O presidente dos Estados Unidos da América, Joe Biden, veio a público criticar sem meias palavras e de forma clara a reversão da lei federal que protegia o direito ao aborto, conhecida como Roe v. Wade, e que agora abre portas para que 26 estados – cerca de metade – com iniciativas legislativas para o proibir possam começar a fazê-lo já a partir desta sexta-feira, 24 de junho.

Aliás, cerca de uma hora depois da decisão do Supremo Tribunal dos EUA, o Missouri, estado de maioria conservadora, foi o primeiro a fazê-lo, com a assinatura da declaração por parte do procurador-geral do Estado, Eric Schmitt.

“Hoje é um dia sombrio”, afirmou e reiterou o chefe de Estado. “O tribunal fez o que nunca tinha feito, retirou expressamente um direito fundamental para tantos americanos e com consequências reais imediatas. As leis estaduais vão abolir o aborto e vão ter eficácia a partir de dia de hoje e por em risco a saúde de milhares de mulheres”, acrescentou.

Biden – que lembra que “a luta não terminou” – prometeu fazer tudo ao seu alcance para contornar esta decisão e avança com duas recomendações muito claras. “A única maneira que temos de garantir o direito das mulheres é que o congresso estabaleça a proteção como lei federal [Lei de Proteção da Saúde das Mulheres]. Nenhuma ação executiva do presidente pode ter lugar no congresso, mas os eleitores têm de fazer ouvir as suas vozes”, afirma. Lembrou que, “neste outono” (em novembro, com eleições para o congresso) “podem ser eleitos os representantes que podem proteger o direito a escolha”.

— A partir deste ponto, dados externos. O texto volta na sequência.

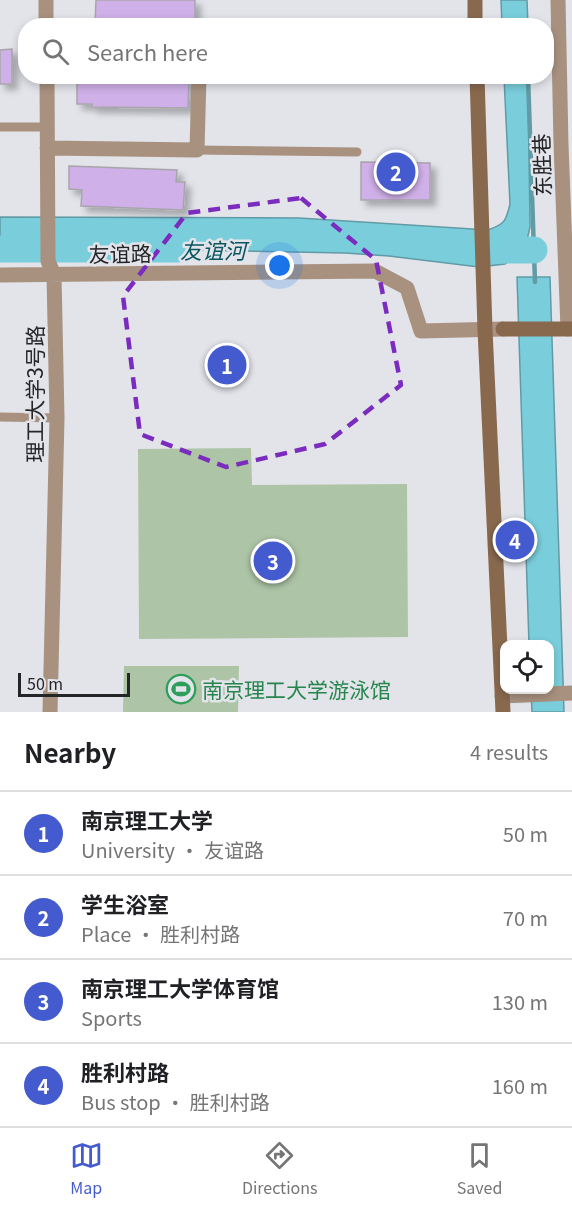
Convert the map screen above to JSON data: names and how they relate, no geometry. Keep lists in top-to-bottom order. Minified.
{"streets":{"street":["东胜巷","友谊路","理工大学3号路"]},"crossings":[["友谊路","理工大学3号路"]],"water":["友谊河"],"places":{"sports":["南京理工大学游泳馆"]},"scale_bar":"50 m","page":{"search":"Search here","pins":["2","1","4","3"],"scale":"50 m","heading":["Nearby","4 results"],"list":[{"mark":"1","name":"南京理工大学","note":"University · 友谊路","value":"50 m"},{"mark":"2","name":"学生浴室","note":"Place · 胜利村路","value":"70 m"},{"mark":"3","name":"南京理工大学体育馆","note":"Sports","value":"130 m"},{"mark":"4","name":"胜利村路","note":"Bus stop · 胜利村路","value":"160 m"}],"nav":["Map","Directions","Saved"]}}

“Precisamos de restaurar a proteção desta decisão como lei do nosso país, temos de eleger os representantes que o façam. Até esse momento vou fazer tudo o que posso dentro da minha capacidade para fazer proteger os direitos das mulheres”.

Após este apelo, Biden lembrou que há ainda uma forma de contornar esta decisão com efeitos imediatos. “Se a mulher viver num estado com restrições ao aborto, a decisão do Supremo Tribunal não a impede de viajar para um estado onde o possa fazer. A lei impede um médico do estado que restringe de a tratar”, sublinhou e reiterou: “As mulheres têm liberdade de viajar em segurança para outro estado para obter os cuidados de que precisa. Nenhum funcionário estatal, vou deixar isso claro na minha administração, pode impedir o direito destas mulheres de viajarem para outro estado em busca da sua saúde. Vou fazer tudo para salvaguardar estas mulheres.”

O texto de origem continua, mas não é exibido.